DATA:
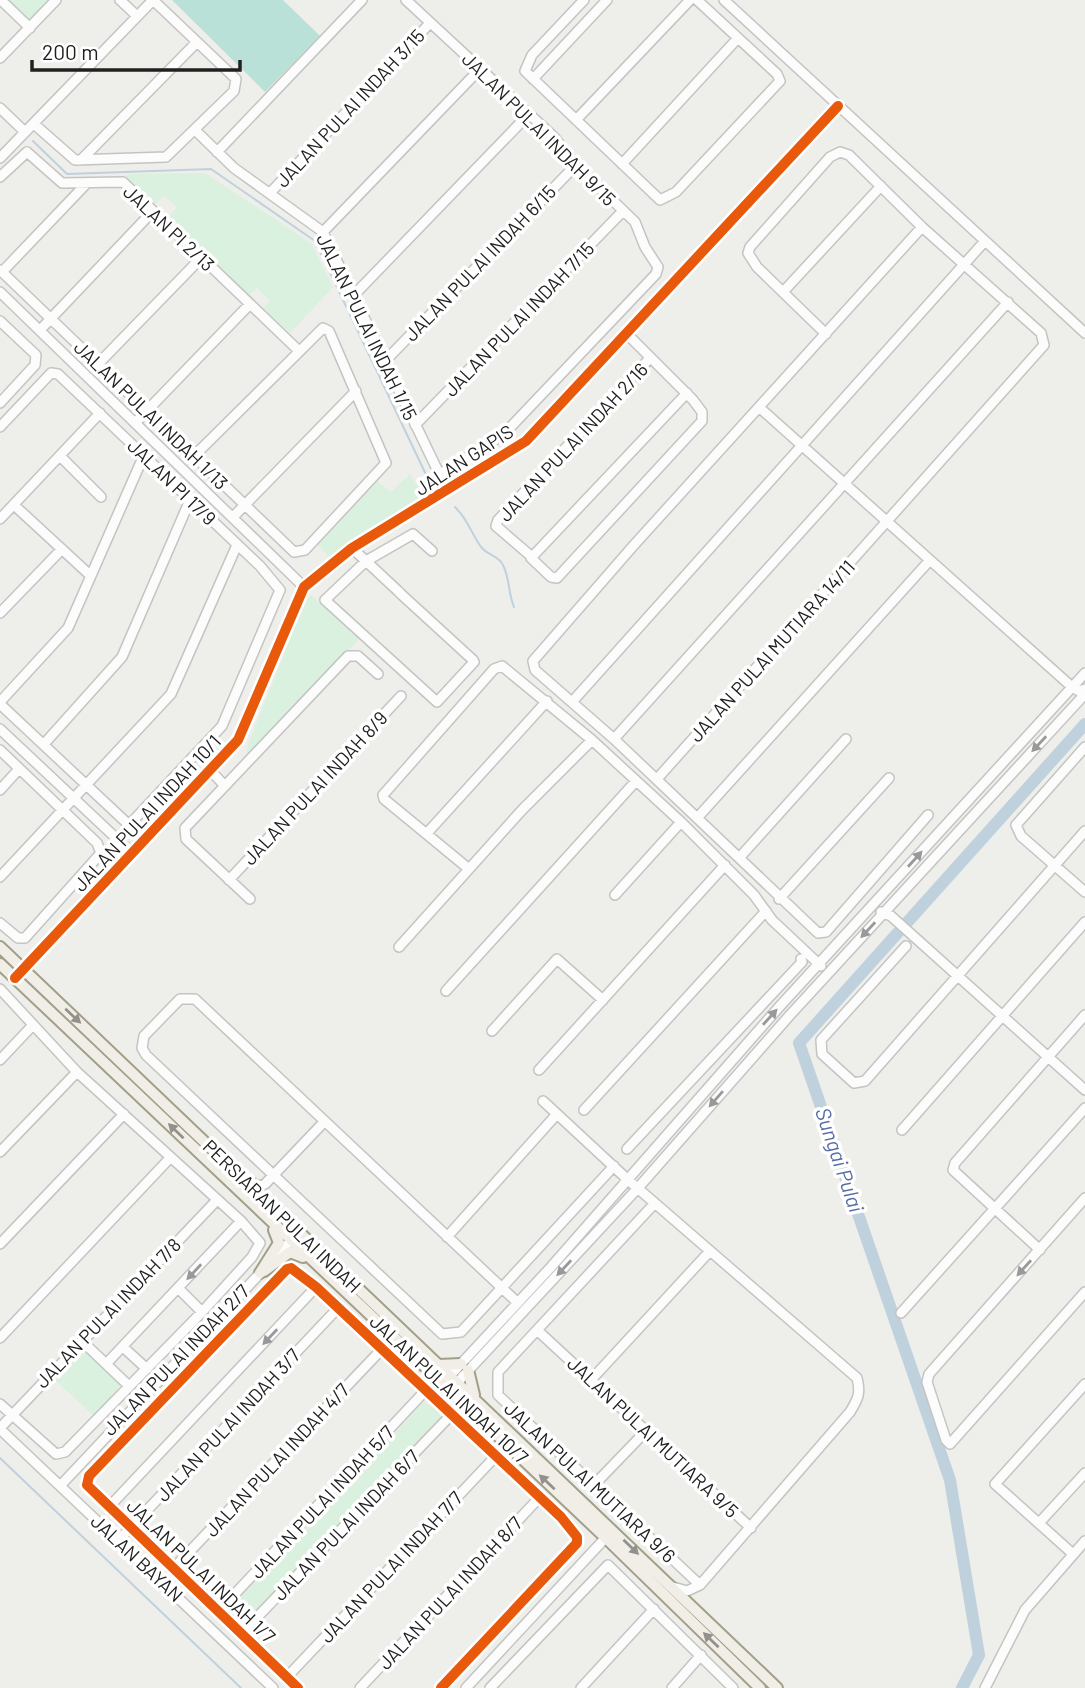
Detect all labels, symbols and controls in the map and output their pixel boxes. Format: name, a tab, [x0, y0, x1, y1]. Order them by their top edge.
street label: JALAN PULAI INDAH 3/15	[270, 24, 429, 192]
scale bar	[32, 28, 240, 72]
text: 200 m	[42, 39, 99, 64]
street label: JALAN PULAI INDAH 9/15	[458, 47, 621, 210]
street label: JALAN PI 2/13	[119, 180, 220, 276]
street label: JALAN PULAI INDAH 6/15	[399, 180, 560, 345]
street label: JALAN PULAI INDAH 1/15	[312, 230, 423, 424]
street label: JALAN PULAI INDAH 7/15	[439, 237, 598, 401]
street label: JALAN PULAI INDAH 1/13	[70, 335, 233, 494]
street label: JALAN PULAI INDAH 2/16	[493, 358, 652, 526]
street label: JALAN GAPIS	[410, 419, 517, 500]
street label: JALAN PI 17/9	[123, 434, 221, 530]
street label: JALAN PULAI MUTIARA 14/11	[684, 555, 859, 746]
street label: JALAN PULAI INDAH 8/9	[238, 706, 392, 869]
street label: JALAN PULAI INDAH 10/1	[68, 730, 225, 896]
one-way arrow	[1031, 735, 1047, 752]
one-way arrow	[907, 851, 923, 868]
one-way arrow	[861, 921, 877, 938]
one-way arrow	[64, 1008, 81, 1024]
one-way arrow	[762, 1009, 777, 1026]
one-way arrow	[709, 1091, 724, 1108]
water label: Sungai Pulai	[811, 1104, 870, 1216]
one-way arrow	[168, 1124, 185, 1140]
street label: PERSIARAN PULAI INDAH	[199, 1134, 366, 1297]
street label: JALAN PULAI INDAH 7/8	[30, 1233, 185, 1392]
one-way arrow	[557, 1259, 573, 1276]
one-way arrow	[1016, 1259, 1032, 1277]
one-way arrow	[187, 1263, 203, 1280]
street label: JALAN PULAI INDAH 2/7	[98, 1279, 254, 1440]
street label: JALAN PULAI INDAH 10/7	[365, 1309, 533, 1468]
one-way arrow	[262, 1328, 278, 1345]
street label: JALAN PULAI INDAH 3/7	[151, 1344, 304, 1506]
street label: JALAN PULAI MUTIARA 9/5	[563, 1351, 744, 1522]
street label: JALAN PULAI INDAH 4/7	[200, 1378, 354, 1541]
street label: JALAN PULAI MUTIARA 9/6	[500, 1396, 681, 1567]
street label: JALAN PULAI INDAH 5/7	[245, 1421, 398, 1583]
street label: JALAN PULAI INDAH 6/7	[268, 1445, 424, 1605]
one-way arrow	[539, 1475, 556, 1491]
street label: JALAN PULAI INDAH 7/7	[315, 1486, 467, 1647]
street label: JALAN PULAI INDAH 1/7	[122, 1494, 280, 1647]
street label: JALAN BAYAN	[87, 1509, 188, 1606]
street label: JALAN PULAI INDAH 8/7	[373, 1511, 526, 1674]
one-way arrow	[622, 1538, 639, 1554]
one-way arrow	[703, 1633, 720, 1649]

==

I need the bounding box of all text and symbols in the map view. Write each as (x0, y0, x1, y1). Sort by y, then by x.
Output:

---

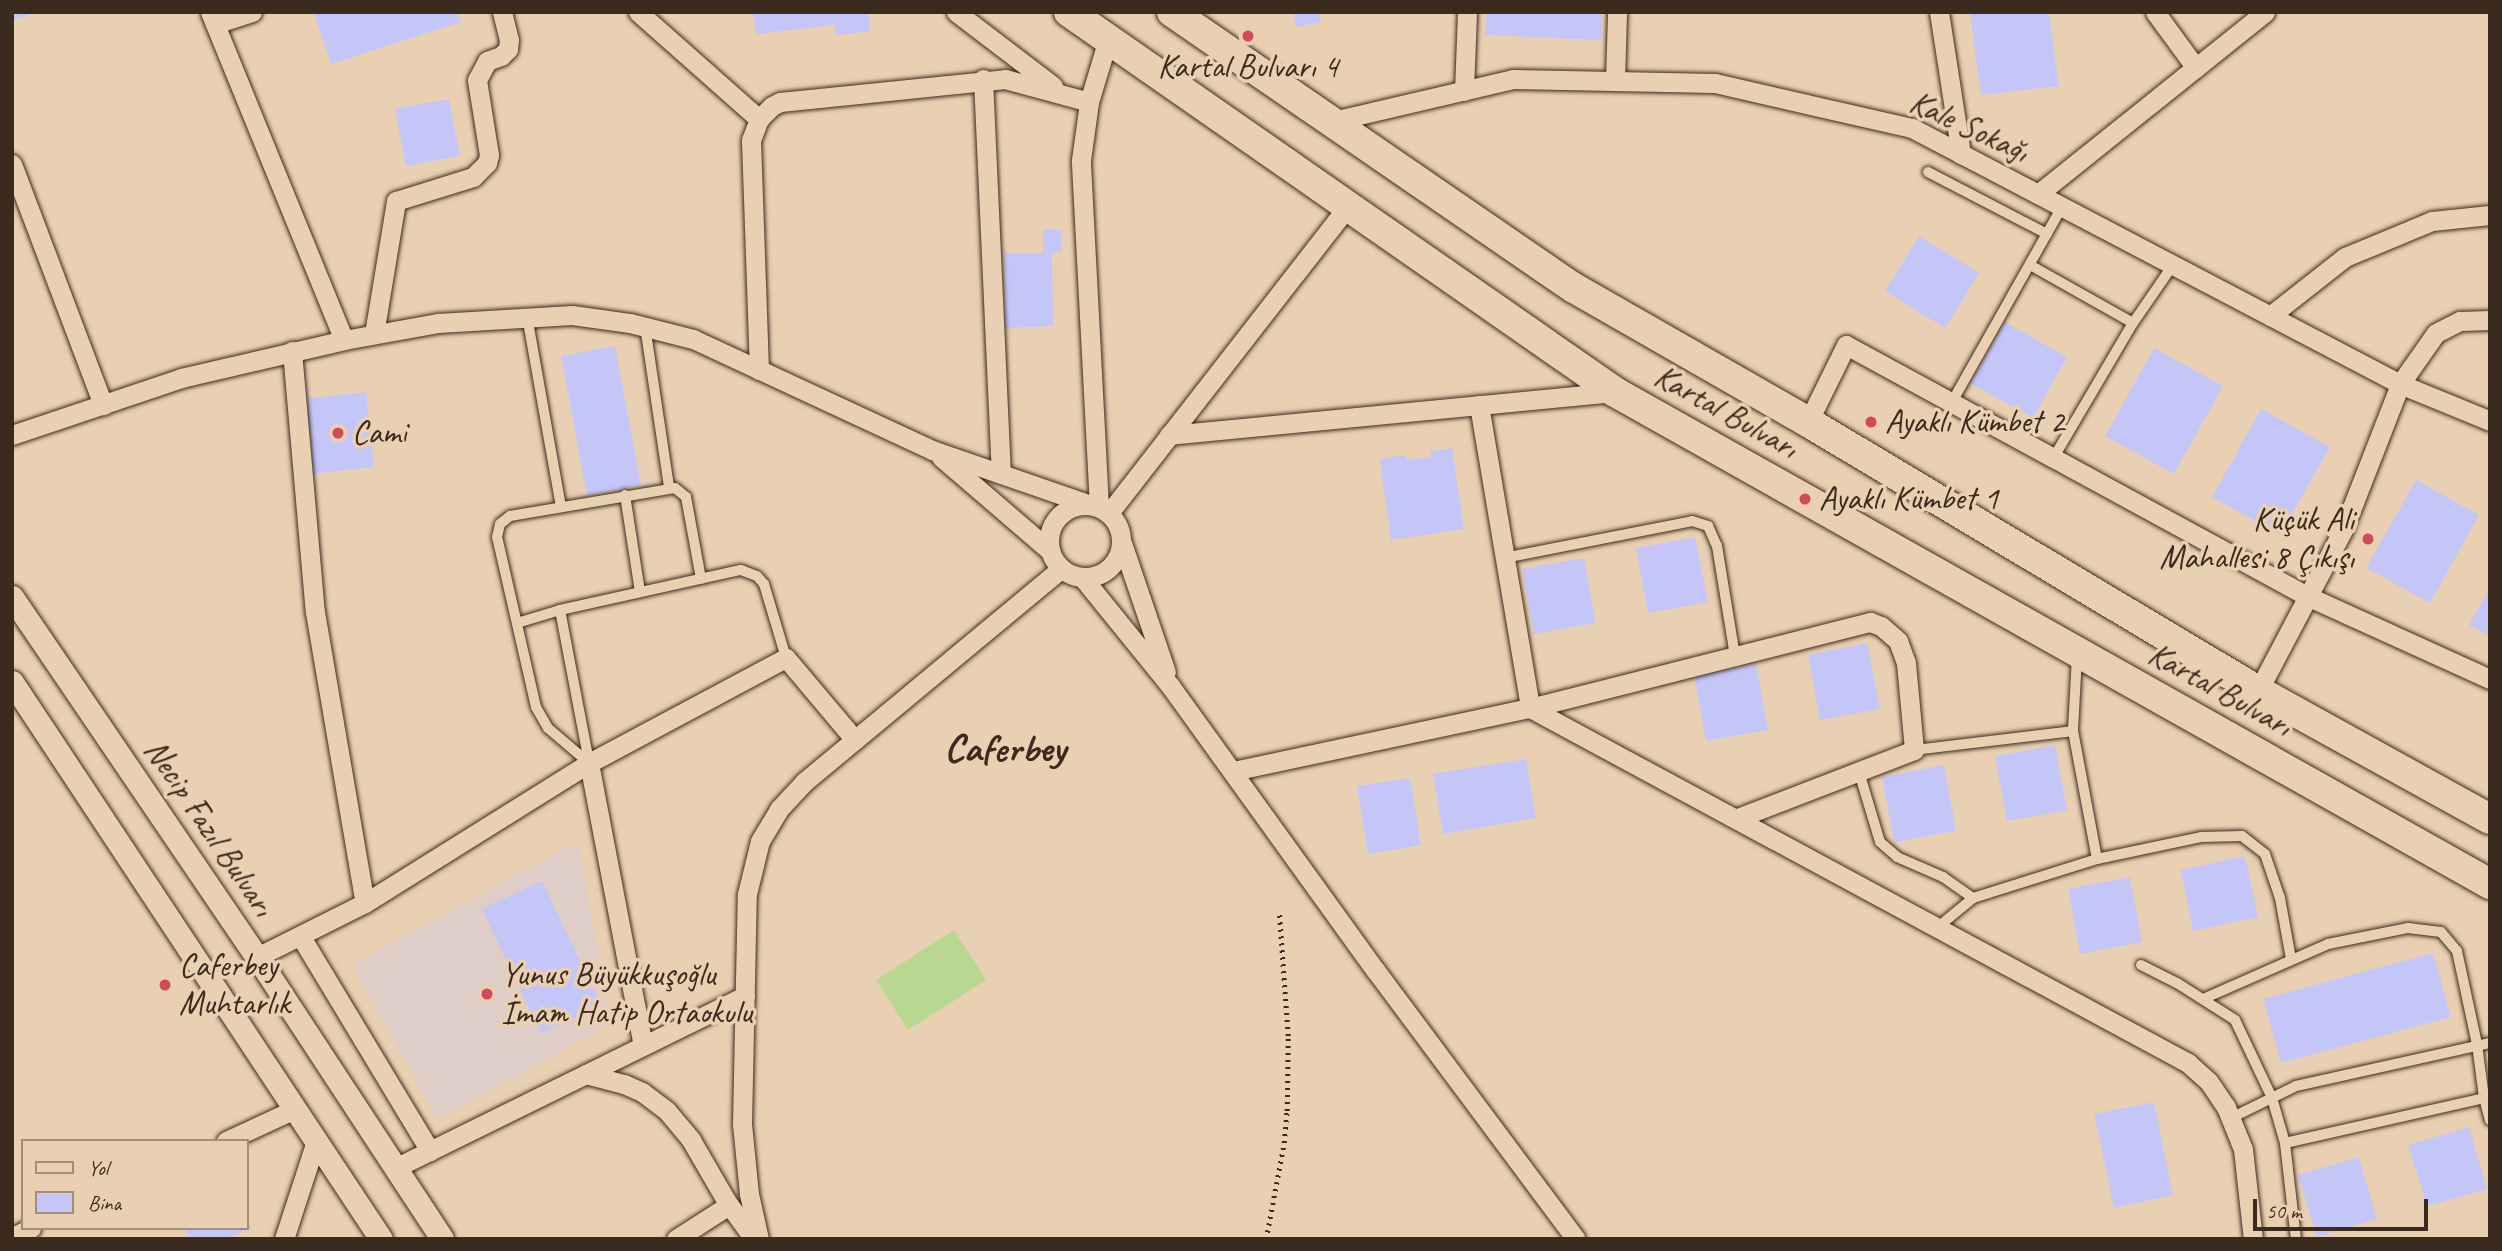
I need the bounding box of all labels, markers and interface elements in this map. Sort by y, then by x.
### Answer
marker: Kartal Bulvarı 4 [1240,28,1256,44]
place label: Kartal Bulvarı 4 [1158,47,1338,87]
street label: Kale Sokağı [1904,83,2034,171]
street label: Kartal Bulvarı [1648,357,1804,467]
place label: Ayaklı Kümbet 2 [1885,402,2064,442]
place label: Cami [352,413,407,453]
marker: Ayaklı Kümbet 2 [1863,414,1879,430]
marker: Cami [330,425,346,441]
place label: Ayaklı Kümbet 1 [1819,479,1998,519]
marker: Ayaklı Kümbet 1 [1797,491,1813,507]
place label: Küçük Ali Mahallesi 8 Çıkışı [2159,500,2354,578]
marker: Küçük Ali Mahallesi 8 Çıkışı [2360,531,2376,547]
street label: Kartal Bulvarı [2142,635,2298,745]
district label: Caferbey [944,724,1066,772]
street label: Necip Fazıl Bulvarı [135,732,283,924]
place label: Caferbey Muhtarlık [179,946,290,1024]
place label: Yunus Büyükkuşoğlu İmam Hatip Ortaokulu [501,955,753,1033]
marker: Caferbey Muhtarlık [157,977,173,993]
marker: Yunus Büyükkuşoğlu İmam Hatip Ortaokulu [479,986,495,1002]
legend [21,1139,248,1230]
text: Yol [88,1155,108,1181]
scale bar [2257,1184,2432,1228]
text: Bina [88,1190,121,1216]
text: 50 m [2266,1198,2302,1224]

TASK DETAILS: Every line in the data above that includes the word "then" should be copied.

SOLVED PROBLEM:
I need the bounding box of all text and symbols in the map view. Write each as (x0, y0, x1, y1). Sort by y, then by x.
I need the bounding box of all labels, markers and interface elements in this map. Sort by y, then by x.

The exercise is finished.